◆ **Exercise details**
Within the records below, find the line containing "M5,1906L409,2047L858,2208". Reproduce it and each line after it exactly, and nothing else.

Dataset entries
__________
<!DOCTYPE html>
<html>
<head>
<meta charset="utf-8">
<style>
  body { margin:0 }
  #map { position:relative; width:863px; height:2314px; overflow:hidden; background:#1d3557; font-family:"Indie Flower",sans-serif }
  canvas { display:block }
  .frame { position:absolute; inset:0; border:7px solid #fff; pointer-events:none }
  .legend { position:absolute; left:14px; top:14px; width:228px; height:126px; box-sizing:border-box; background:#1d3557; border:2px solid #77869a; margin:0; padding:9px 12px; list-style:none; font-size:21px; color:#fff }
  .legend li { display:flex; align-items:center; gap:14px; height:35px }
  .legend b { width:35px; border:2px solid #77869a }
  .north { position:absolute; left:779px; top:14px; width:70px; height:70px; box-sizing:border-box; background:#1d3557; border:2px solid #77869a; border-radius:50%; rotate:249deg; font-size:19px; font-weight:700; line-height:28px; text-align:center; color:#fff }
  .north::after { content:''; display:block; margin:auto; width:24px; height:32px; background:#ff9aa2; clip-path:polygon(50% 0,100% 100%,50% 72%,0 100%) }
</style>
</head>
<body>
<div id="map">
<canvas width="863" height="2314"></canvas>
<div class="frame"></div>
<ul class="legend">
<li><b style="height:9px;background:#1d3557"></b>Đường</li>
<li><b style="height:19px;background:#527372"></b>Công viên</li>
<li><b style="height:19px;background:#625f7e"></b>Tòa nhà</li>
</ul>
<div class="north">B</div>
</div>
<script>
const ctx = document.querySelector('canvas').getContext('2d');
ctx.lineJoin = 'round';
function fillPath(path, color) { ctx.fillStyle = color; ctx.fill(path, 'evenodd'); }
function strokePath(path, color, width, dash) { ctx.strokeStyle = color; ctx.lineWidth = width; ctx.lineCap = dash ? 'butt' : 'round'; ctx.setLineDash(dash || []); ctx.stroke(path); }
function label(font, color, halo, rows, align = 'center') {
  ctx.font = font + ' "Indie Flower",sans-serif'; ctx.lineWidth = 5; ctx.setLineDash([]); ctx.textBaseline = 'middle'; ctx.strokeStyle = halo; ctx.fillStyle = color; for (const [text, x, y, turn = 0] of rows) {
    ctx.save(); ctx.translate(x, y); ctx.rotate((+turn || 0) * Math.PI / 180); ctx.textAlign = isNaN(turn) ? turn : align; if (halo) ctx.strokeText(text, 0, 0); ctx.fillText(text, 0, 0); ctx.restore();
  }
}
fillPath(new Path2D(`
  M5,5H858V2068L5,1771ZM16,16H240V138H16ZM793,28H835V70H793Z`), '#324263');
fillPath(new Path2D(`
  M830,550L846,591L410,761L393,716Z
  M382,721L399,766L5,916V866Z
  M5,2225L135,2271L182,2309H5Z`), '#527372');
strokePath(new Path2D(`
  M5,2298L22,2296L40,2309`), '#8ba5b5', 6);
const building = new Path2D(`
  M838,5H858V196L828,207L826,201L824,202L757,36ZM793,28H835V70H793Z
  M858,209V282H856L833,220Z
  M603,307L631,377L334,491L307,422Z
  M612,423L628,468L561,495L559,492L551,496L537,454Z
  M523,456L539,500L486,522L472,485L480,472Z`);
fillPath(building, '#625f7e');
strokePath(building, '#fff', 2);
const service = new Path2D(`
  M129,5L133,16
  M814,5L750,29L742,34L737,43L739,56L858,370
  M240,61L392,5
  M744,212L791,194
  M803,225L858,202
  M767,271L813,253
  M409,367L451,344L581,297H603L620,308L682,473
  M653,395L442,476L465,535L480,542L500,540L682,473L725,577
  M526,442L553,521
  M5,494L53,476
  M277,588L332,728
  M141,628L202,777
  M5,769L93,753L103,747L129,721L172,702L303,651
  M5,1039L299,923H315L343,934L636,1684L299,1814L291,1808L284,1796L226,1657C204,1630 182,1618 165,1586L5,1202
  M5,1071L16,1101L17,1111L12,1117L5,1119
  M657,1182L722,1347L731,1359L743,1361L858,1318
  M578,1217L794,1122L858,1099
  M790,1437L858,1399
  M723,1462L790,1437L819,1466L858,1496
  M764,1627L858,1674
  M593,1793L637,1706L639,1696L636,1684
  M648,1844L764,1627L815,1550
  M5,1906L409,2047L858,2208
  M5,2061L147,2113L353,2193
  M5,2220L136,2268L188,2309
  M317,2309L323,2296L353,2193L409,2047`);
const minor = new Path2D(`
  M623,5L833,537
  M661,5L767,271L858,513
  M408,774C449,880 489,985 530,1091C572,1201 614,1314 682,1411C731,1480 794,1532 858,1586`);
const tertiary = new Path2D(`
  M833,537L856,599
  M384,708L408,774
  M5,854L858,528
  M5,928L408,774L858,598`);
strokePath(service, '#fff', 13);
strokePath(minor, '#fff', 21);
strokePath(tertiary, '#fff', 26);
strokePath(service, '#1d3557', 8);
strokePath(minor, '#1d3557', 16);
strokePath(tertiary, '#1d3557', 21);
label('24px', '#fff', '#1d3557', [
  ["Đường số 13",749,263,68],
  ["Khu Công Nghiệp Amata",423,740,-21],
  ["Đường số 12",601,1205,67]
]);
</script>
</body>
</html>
__________
◆ **Answer area**
  M5,1906L409,2047L858,2208
  M5,2061L147,2113L353,2193
  M5,2220L136,2268L188,2309
  M317,2309L323,2296L353,2193L409,2047`);
const minor = new Path2D(`
  M623,5L833,537
  M661,5L767,271L858,513
  M408,774C449,880 489,985 530,1091C572,1201 614,1314 682,1411C731,1480 794,1532 858,1586`);
const tertiary = new Path2D(`
  M833,537L856,599
  M384,708L408,774
  M5,854L858,528
  M5,928L408,774L858,598`);
strokePath(service, '#fff', 13);
strokePath(minor, '#fff', 21);
strokePath(tertiary, '#fff', 26);
strokePath(service, '#1d3557', 8);
strokePath(minor, '#1d3557', 16);
strokePath(tertiary, '#1d3557', 21);
label('24px', '#fff', '#1d3557', [
  ["Đường số 13",749,263,68],
  ["Khu Công Nghiệp Amata",423,740,-21],
  ["Đường số 12",601,1205,67]
]);
</script>
</body>
</html>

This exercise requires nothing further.